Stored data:
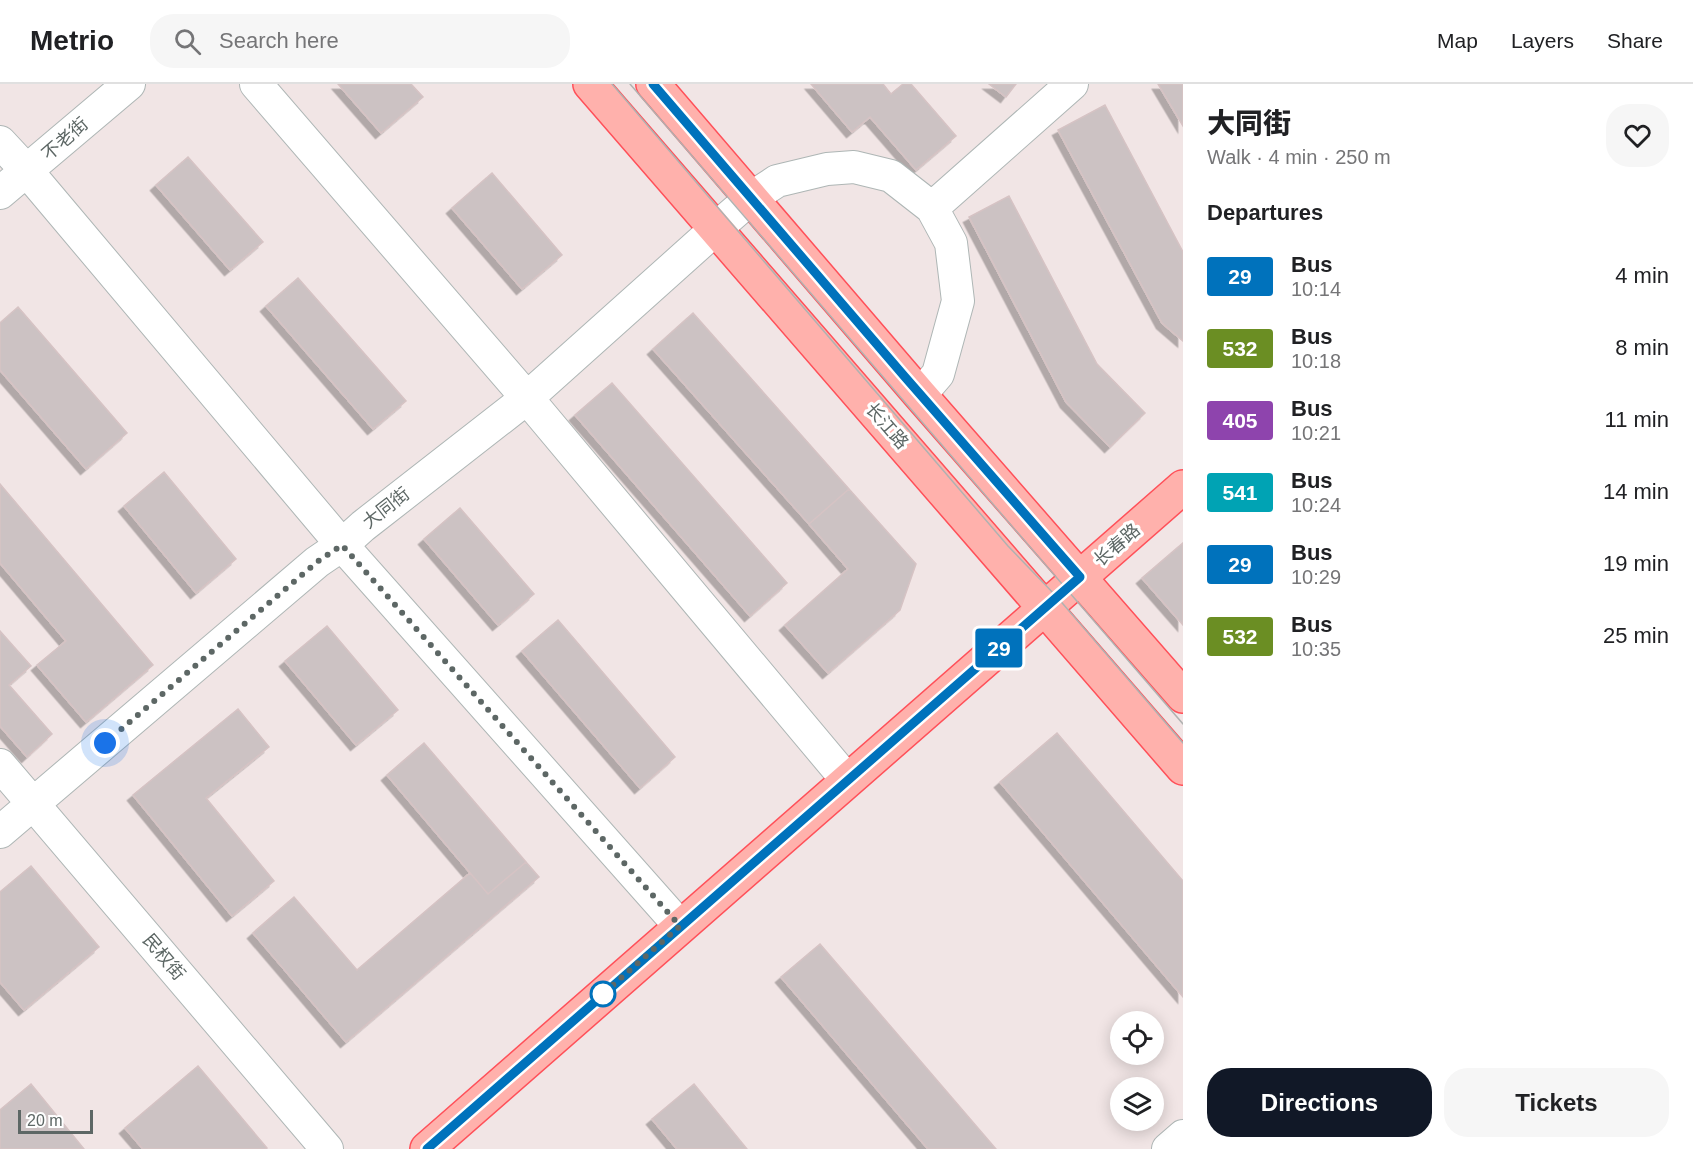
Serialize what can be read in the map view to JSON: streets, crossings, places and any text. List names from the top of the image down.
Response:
{
  "streets": {
    "main road": ["长江路", "长春路"],
    "street": ["不老街", "大同街", "民权街"]
  },
  "crossings": [
    ["长江路", "大同街"],
    ["长江路", "长春路"],
    ["大同街", "民权街"]
  ],
  "lines": ["bus line 29"],
  "scale_bar": "20 m",
  "page": {
    "header": "Metrio",
    "search": "Search here",
    "nav": ["Map", "Layers", "Share"],
    "on_map": "29",
    "heading": [
      ["大同街", "Walk · 4 min · 250 m"],
      "Departures"
    ],
    "list": [
      {
        "mark": "29",
        "name": "Bus",
        "note": "10:14",
        "value": "4 min"
      },
      {
        "mark": "532",
        "name": "Bus",
        "note": "10:18",
        "value": "8 min"
      },
      {
        "mark": "405",
        "name": "Bus",
        "note": "10:21",
        "value": "11 min"
      },
      {
        "mark": "541",
        "name": "Bus",
        "note": "10:24",
        "value": "14 min"
      },
      {
        "mark": "29",
        "name": "Bus",
        "note": "10:29",
        "value": "19 min"
      },
      {
        "mark": "532",
        "name": "Bus",
        "note": "10:35",
        "value": "25 min"
      }
    ],
    "buttons": ["Directions", "Tickets"],
    "scale": "20 m"
  }
}
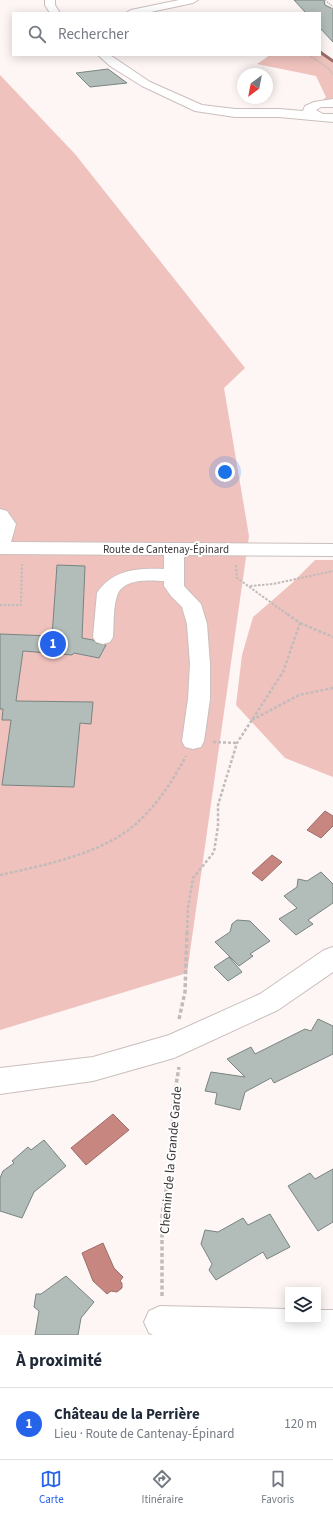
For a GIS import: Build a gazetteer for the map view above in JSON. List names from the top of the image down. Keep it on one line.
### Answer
{"streets":{"street":["Route de Cantenay-Épinard"],"path":["Chemin de la Grande Garde"]},"north":"bottom left","page":{"search":"Rechercher","pins":"1","heading":"À proximité","list":[{"mark":"1","name":"Château de la Perrière","note":"Lieu · Route de Cantenay-Épinard","value":"120 m"}],"nav":["Carte","Itinéraire","Favoris"]}}
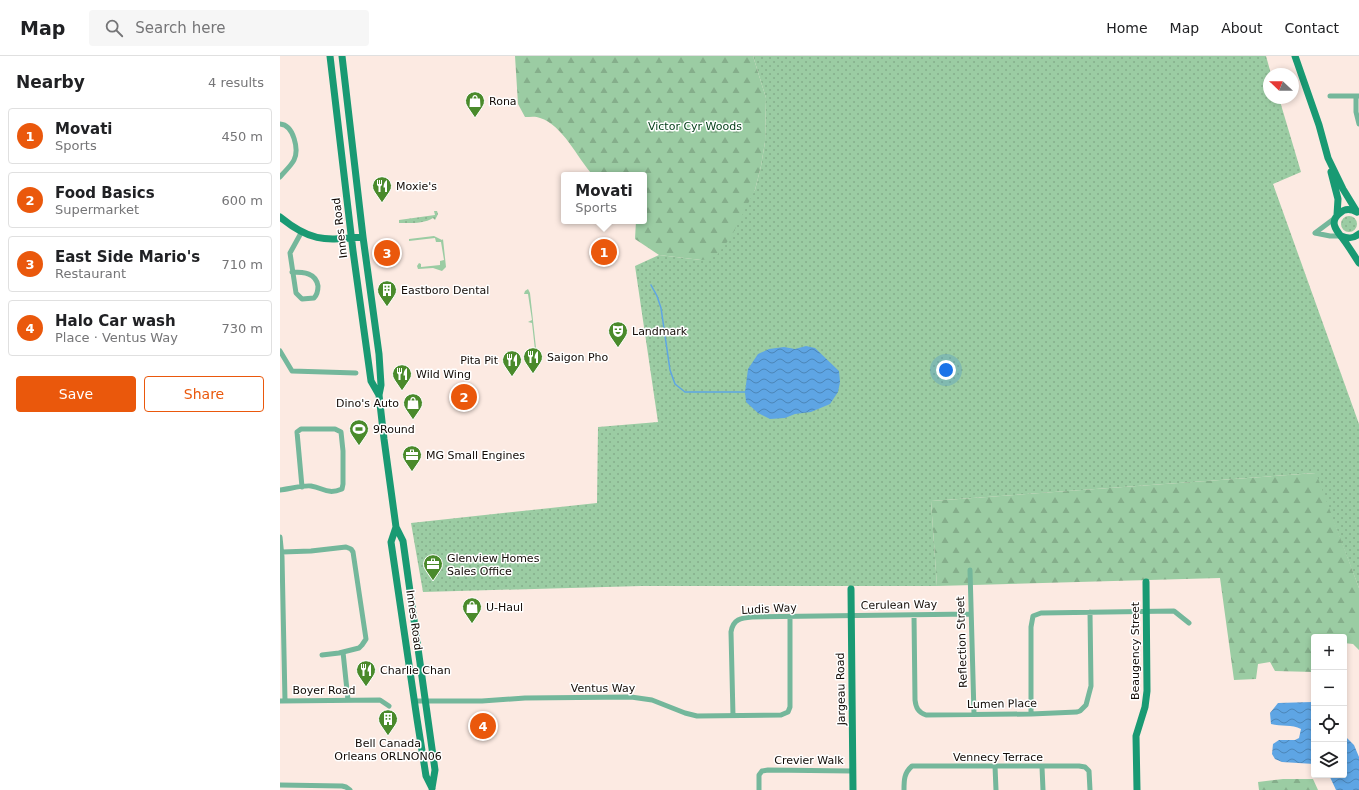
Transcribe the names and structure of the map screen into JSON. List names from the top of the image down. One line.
{"streets":{"main road":["Innes Road","Beaugency Street","Jargeau Road"],"street":["Cerulean Way","Ludis Way","Reflection Street","Ventus Way","Boyer Road","Lumen Place","Vennecy Terrace","Crevier Walk"]},"crossings":[["Innes Road","Ventus Way"],["Cerulean Way","Ludis Way"],["Cerulean Way","Reflection Street"],["Cerulean Way","Jargeau Road"],["Cerulean Way","Lumen Place"],["Ludis Way","Ventus Way"],["Ludis Way","Jargeau Road"],["Reflection Street","Lumen Place"],["Jargeau Road","Crevier Walk"]],"parks":["Victor Cyr Woods"],"places":{"shop":["Rona","Dino's Auto","U-Haul"],"restaurant":["Moxie's","Saigon Pho","Pita Pit","Wild Wing","Charlie Chan"],"building":["Eastboro Dental","Bell Canada Orleans ORLNON06"],"theatre":["Landmark"],"sports":["9Round"],"office":["MG Small Engines","Glenview Homes Sales Office"]},"north":"left","page":{"header":"Map","search":"Search here","nav":["Home","Map","About","Contact"],"heading":["Nearby","4 results"],"list":[{"mark":"1","name":"Movati","note":"Sports","value":"450 m"},{"mark":"2","name":"Food Basics","note":"Supermarket","value":"600 m"},{"mark":"3","name":"East Side Mario's","note":"Restaurant","value":"710 m"},{"mark":"4","name":"Halo Car wash","note":"Place · Ventus Way","value":"730 m"}],"popup":["Movati","Sports"],"pins":["1","3","2","4"],"buttons":["Save","Share"],"map_buttons":["+","−"]}}
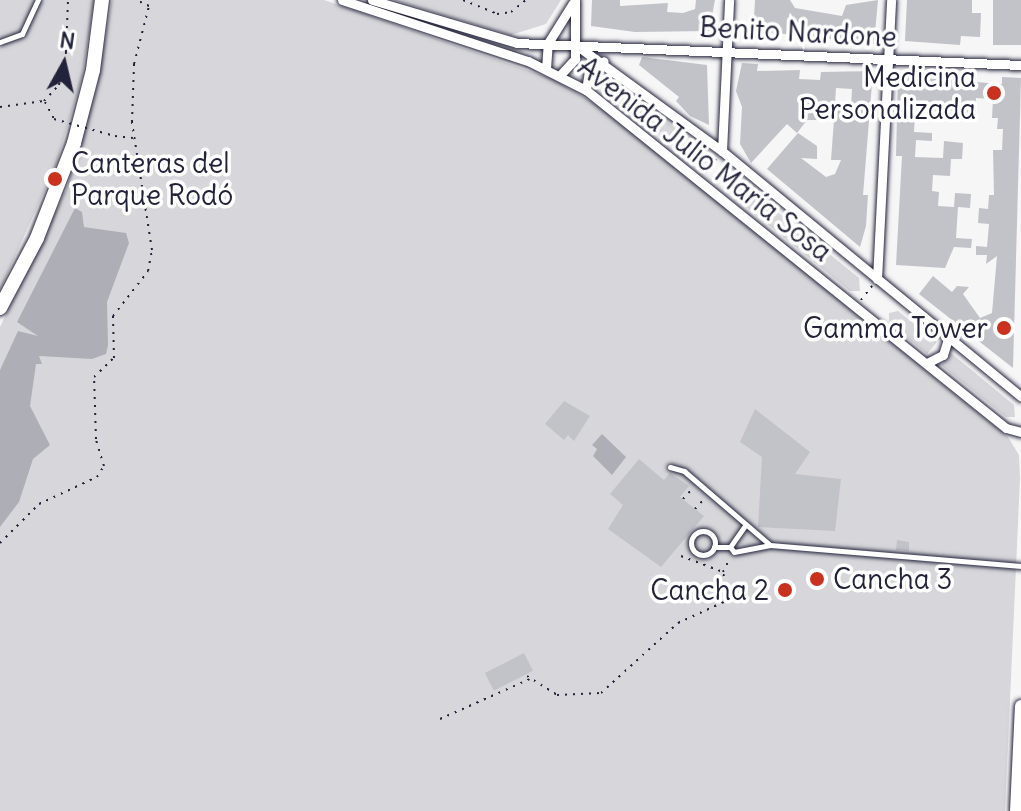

§ Exercise details
Every line above holding the string "image" should be listed.

§ The answer
Serialize what can be read in the map view to JSON: streets, crossings, places and any text. List names from the top of the image down.
For a GIS import: Build a gazetteer for the map view above in JSON. List names from the top of the image down. Keep it on one line.
Transcribe the names and structure of the map screen into JSON. List names from the top of the image down. One line.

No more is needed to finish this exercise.